Income from Financial Services:
Income from financial services decreased for the quarter, primarily due to lower retail credit income and lower wholesale financing income from Polaris Acceptance due to reduced dealer inventory levels and interest rates.
Interest Expense:
Interest expense decreased for the quarter primarily as a result lower average debt levels.

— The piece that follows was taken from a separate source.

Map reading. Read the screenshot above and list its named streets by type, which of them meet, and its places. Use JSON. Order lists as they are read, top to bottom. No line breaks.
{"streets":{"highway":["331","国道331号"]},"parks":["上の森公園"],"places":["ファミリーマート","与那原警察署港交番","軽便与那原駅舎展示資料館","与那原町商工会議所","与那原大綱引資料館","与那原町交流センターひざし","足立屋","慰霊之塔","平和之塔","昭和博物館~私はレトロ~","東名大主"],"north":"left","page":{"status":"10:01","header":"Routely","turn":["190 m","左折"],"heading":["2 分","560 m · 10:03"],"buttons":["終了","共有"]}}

Other (income) expense, net:
Other income increased during the quarter primarily as a result of incremental income received under transition services agreements following the Indian Motorcycle divestiture. Other (income) expense is also impacted by currency exchange rate movements and the corresponding effects on currency transactions related to our international subsidiaries.
Benefit for income taxes:
The income tax benefit for the quarter was $10.5 million or 18.1% of the loss before income taxes, compared to an income tax benefit of $4.4 million or 6.1% of the loss before income taxes for the first quarter of 2025. The tax provision benefit for the quarter was primarily the result of the pretax loss generated, including tax benefits related to impairment charges recorded, partially offset by unfavorable adjustments related to share-based compensation.
Adjusted EBITDA:
Adjusted EBITDA, in absolute dollars and as a percentage of sales, increased during the quarter primarily as a result of favorable product mix, higher net pricing and increased shipments, partially offset by higher general and administrative expenses.

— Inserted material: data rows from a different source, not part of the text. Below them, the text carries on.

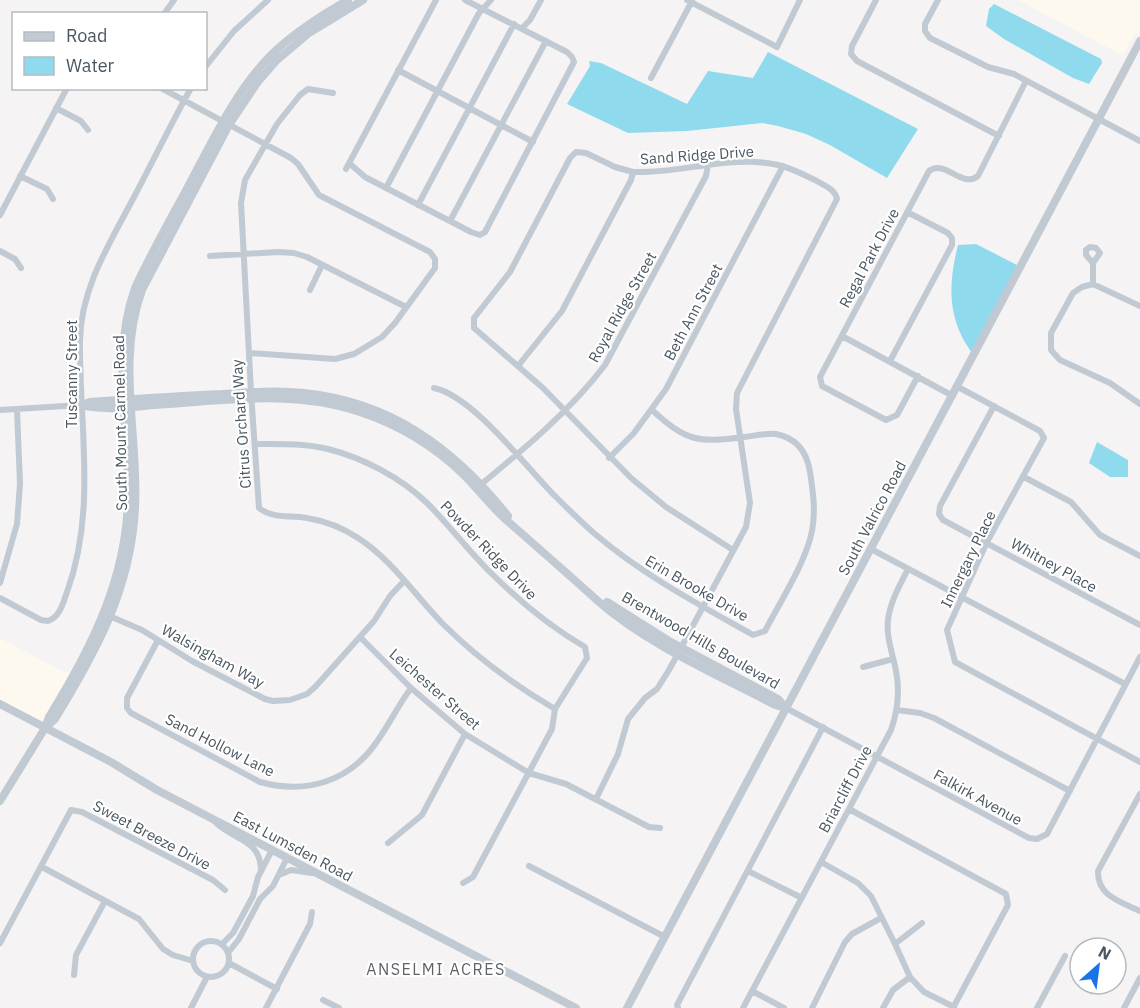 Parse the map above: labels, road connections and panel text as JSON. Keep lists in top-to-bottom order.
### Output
{
  "streets": {
    "street": [
      "Sand Ridge Drive",
      "Regal Park Drive",
      "Royal Ridge Street",
      "Beth Ann Street",
      "Tuscanny Street",
      "South Mount Carmel Road",
      "Citrus Orchard Way",
      "South Valrico Road",
      "Powder Ridge Drive",
      "Innergary Place",
      "Whitney Place",
      "Erin Brooke Drive",
      "Brentwood Hills Boulevard",
      "Walsingham Way",
      "Leichester Street",
      "Sand Hollow Lane",
      "Briarcliff Drive",
      "Falkirk Avenue",
      "Sweet Breeze Drive",
      "East Lumsden Road"
    ]
  },
  "crossings": [
    ["Sand Ridge Drive", "Royal Ridge Street"],
    ["Sand Ridge Drive", "Beth Ann Street"],
    ["Sand Ridge Drive", "Erin Brooke Drive"],
    ["Sand Ridge Drive", "Brentwood Hills Boulevard"],
    ["Sand Ridge Drive", "Leichester Street"],
    ["Royal Ridge Street", "Erin Brooke Drive"],
    ["Royal Ridge Street", "Brentwood Hills Boulevard"],
    ["Beth Ann Street", "Erin Brooke Drive"],
    ["Tuscanny Street", "Brentwood Hills Boulevard"],
    ["South Mount Carmel Road", "Brentwood Hills Boulevard"],
    ["South Mount Carmel Road", "Walsingham Way"],
    ["South Mount Carmel Road", "East Lumsden Road"],
    ["Citrus Orchard Way", "Powder Ridge Drive"],
    ["Citrus Orchard Way", "Brentwood Hills Boulevard"],
    ["Citrus Orchard Way", "Walsingham Way"],
    ["South Valrico Road", "Innergary Place"],
    ["South Valrico Road", "Brentwood Hills Boulevard"],
    ["South Valrico Road", "Falkirk Avenue"],
    ["Powder Ridge Drive", "Leichester Street"],
    ["Innergary Place", "Whitney Place"],
    ["Innergary Place", "Falkirk Avenue"],
    ["Brentwood Hills Boulevard", "Falkirk Avenue"],
    ["Walsingham Way", "Leichester Street"],
    ["Walsingham Way", "Sand Hollow Lane"],
    ["Leichester Street", "Sand Hollow Lane"],
    ["Briarcliff Drive", "Falkirk Avenue"]
  ],
  "districts": ["ANSELMI ACRES"],
  "legend": ["Road", "Water"],
  "north": "top right"
}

Weighted average diluted shares outstanding:
Weighted average diluted shares outstanding increased for the quarter, primarily due to share issuances within and between the comparable quarterly periods.
Cash Dividends:
We paid a regular cash dividend of $0.68 per common share on March 16, 2026 to holders of record at the close of business on March 2, 2026.
Segment Results of Operations
In the first quarter of 2026, the Company began management of its portfolio of businesses under a new basis following the divestiture of the Indian Motorcycle business. All historical results were reclassified for comparability, including the results of the divested Indian Motorcycle business, which is included in corporate and corporate costs and other.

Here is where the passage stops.